Hey Conrad,
Congratulations on the improvement!
You know, that's not surprising that you can improve significantly but still miss a fair share of questions in total. The GMAT grading system is "adaptive", meaning that you get harder questions each time you answered the previous one correctly, and "easier" questions when you've answered incorrectly. So if you're getting enough additional questions right to merit harder subsequent questions, you're probably earning enough points and seeing hard enough questions to justify a significantly higher score. To understand the scoring algorithm more, check out this article (and the one linked within it):
http://www.veritasprep.com/blog/2011/09/gmat-tip-of-the-week-think-like-the-testmaker/As for the practice test reliability...they're all decent but I wouldn't take those scores as pure gospel.

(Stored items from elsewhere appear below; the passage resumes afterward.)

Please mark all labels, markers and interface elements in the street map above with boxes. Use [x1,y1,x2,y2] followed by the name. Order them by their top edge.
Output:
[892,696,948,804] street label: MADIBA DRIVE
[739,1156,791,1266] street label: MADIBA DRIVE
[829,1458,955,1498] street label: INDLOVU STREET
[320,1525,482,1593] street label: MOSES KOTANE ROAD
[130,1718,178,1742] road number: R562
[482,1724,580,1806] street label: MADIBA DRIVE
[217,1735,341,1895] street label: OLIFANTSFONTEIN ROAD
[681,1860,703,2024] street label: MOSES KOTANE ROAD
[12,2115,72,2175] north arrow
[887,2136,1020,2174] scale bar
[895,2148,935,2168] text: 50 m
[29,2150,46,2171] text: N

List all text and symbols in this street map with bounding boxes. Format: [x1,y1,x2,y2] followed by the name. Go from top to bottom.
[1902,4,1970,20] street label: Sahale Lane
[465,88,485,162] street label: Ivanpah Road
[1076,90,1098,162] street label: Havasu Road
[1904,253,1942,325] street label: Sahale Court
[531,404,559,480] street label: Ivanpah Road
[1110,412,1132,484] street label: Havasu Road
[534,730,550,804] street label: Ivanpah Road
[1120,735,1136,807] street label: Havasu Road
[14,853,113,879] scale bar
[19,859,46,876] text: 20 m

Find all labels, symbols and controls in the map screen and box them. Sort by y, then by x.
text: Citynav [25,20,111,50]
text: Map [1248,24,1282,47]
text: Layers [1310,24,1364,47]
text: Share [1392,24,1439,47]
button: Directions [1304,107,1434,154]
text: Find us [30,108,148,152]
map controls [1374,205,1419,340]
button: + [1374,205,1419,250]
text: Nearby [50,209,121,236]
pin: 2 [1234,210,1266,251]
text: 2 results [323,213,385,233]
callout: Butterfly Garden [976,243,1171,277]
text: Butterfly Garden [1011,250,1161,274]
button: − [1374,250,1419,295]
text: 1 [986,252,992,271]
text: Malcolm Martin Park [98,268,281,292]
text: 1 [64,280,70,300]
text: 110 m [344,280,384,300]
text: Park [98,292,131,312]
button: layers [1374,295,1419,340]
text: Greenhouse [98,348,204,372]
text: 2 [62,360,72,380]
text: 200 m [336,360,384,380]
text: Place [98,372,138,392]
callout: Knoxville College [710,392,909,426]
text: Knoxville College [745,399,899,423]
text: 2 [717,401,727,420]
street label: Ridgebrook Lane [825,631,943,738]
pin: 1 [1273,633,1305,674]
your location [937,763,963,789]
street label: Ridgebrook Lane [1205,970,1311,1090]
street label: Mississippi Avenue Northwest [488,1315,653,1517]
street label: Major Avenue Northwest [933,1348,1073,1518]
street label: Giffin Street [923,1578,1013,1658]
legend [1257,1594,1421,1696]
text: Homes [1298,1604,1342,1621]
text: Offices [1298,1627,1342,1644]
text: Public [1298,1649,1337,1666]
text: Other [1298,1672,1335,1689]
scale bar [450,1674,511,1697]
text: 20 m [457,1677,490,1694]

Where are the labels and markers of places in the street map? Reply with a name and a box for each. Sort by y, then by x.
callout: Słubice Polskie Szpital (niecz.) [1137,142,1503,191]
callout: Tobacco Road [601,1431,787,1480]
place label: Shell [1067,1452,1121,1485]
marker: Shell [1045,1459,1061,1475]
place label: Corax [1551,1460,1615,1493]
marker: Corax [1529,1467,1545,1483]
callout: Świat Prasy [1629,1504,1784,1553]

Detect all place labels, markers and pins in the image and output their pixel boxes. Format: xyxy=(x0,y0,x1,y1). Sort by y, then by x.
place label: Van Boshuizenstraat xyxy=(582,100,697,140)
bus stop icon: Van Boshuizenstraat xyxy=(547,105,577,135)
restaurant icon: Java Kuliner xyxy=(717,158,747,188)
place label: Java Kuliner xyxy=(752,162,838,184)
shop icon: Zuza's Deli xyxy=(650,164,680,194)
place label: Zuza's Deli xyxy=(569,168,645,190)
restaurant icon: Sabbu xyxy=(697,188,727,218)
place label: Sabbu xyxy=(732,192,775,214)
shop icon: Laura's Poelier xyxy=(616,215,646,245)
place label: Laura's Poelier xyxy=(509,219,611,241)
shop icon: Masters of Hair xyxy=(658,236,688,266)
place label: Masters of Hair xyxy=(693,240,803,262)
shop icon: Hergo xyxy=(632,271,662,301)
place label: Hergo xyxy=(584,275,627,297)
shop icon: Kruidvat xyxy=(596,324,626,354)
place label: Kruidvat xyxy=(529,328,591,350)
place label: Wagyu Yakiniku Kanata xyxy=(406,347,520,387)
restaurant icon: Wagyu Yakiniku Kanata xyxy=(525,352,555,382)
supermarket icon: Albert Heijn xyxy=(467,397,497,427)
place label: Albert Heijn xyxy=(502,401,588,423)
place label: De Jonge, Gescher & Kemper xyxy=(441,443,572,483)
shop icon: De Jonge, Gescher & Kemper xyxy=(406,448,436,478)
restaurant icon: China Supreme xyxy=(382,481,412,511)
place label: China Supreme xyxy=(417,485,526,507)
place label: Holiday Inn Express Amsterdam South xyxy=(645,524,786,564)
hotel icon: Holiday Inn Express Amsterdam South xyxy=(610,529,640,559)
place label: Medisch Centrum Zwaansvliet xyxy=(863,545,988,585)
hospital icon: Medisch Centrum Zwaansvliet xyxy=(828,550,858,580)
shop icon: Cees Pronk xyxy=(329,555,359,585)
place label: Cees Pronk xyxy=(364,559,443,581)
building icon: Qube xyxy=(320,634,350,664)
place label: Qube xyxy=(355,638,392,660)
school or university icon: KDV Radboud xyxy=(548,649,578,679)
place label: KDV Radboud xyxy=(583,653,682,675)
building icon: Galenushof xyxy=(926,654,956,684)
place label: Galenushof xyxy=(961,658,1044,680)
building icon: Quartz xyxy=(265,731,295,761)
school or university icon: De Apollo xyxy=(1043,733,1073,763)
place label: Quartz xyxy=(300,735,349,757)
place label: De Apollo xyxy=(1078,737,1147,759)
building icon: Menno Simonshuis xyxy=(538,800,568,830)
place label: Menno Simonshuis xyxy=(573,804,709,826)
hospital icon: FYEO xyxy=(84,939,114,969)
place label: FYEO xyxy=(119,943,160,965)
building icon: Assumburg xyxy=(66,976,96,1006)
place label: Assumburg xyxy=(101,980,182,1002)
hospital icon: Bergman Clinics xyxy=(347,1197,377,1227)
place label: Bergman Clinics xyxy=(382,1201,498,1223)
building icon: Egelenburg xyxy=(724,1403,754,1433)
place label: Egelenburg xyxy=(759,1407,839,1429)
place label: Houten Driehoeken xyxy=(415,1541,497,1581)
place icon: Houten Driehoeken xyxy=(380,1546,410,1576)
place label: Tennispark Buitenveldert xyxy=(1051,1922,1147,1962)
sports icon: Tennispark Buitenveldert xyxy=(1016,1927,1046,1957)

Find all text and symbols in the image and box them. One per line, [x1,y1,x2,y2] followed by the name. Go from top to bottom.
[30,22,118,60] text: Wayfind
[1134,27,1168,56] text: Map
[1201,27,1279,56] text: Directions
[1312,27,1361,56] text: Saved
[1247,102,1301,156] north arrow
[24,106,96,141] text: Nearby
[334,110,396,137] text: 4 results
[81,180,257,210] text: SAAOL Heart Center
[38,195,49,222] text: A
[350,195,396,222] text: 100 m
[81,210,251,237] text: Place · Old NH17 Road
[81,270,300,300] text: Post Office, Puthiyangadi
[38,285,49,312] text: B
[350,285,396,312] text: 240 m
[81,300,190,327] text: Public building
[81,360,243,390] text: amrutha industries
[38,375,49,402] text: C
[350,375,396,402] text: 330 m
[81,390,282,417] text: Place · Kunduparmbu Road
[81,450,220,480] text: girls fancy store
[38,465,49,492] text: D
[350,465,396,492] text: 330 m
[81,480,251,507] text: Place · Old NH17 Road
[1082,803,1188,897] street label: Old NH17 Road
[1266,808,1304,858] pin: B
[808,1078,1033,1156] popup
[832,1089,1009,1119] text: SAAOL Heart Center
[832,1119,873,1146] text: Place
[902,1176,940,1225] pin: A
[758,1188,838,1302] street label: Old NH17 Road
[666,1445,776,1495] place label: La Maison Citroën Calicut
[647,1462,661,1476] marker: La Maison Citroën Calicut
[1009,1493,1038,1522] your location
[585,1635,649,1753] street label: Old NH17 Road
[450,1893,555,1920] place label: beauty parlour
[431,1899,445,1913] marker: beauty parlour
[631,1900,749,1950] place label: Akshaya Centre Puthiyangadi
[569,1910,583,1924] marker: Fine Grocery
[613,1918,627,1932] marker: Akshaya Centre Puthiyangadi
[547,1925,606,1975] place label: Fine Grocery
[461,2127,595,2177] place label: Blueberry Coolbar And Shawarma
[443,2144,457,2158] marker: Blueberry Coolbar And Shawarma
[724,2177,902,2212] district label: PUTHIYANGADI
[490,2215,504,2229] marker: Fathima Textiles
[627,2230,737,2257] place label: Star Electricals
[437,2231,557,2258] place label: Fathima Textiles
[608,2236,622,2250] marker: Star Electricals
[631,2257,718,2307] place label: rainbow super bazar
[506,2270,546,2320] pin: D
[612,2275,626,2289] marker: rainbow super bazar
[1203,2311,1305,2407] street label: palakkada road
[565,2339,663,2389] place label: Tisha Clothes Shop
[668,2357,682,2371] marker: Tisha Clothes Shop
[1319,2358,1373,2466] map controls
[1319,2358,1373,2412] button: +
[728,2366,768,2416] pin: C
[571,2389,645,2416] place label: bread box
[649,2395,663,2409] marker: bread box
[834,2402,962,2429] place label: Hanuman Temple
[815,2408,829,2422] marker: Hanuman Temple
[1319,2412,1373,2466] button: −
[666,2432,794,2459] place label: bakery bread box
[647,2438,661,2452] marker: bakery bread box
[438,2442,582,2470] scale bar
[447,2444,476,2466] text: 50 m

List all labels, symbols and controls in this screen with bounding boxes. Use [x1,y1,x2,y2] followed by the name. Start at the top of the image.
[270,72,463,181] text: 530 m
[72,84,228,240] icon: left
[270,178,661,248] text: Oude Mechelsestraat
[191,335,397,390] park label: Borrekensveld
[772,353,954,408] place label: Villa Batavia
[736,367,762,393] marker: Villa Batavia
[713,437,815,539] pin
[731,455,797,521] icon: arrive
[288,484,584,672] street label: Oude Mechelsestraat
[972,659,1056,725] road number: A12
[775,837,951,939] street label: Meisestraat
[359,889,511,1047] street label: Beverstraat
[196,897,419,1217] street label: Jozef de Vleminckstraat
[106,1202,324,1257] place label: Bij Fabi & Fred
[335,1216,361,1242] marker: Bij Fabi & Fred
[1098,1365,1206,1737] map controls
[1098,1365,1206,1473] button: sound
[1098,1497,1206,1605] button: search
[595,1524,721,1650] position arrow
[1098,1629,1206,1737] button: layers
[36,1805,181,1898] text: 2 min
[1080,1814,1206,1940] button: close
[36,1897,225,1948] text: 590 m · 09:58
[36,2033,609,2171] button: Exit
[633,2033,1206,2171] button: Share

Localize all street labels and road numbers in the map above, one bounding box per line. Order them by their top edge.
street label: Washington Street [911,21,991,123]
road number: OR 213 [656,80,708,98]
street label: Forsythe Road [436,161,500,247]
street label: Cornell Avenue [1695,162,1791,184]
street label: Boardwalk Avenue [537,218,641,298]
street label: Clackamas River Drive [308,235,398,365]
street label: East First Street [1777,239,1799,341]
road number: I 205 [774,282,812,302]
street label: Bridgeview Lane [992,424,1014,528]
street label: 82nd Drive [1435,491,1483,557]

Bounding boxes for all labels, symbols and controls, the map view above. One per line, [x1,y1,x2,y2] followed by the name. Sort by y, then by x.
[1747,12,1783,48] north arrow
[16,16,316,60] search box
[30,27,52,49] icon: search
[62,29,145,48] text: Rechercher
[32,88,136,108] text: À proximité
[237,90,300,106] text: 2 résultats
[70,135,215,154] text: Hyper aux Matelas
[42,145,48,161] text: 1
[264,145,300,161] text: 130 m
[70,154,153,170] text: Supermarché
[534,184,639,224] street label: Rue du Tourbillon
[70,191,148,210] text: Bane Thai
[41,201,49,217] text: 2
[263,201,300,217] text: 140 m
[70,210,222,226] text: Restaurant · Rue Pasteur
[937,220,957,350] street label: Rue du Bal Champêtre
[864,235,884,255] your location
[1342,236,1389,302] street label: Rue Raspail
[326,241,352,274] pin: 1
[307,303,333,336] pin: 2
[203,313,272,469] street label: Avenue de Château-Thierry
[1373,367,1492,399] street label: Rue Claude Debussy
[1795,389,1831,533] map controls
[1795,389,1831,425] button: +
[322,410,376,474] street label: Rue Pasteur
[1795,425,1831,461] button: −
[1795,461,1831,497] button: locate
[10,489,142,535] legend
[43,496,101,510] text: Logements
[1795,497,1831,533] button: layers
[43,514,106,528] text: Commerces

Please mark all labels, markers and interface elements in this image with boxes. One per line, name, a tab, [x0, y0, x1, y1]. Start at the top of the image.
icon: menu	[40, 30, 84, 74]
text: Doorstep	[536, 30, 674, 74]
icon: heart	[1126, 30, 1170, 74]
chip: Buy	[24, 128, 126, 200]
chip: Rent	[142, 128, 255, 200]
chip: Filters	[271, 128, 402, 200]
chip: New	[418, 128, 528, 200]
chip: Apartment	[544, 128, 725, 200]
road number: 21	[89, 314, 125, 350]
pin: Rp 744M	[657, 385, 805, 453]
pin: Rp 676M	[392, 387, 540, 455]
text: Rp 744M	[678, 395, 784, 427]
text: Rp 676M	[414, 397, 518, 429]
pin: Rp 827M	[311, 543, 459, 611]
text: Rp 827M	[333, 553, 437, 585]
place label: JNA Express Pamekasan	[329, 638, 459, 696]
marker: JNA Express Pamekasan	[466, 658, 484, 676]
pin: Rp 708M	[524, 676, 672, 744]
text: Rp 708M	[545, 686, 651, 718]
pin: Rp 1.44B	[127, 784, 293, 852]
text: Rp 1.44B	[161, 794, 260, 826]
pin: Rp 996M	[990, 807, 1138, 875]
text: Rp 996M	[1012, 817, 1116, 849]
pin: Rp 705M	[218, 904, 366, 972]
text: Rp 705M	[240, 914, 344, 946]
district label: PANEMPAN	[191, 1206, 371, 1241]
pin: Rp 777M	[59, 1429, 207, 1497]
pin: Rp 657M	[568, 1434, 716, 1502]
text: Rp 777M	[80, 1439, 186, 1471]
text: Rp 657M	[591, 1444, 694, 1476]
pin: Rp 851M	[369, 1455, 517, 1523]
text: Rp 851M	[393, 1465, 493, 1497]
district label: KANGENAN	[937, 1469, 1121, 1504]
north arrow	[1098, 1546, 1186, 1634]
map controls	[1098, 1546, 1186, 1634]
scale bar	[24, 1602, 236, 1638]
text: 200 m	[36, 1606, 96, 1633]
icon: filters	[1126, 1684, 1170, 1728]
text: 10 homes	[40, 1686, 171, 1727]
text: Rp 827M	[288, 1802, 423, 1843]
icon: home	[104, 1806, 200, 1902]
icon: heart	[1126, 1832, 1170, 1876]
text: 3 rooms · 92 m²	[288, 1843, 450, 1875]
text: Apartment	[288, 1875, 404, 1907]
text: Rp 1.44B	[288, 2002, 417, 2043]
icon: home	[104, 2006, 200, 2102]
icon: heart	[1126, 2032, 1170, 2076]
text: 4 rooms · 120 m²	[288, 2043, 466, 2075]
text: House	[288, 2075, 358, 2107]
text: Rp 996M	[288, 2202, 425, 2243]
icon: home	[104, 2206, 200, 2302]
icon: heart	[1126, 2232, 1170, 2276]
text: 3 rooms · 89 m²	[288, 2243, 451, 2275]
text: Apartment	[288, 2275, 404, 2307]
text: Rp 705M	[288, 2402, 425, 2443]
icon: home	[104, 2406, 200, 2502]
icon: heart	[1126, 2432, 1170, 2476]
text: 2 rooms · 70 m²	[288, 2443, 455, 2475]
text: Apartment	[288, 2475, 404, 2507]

Seeing improvement is very promising, but even more important is tracking how you're doing qualitatively. Ultimately the only score that matters is your test-day score, so I'd focus on learning things like:
-How are you pacing yourself?
-Which mistakes do you find yourself making frequently?
-Which question types are taking you longer than they should?
-How are you holding up, in terms of fatigue/stamina, toward the end of a long test?
-When you're rushing or lack focus, how are you having success refocusing?
Those items will help you improve, and improvement is the name of the game...like I said, I think the tests are pretty good as far as tracking, but tracking is much less important than learning/improving, and I do think the tests are great at giving you opportunities to analyze your performance and find items for improvement.
Keep up the hard work!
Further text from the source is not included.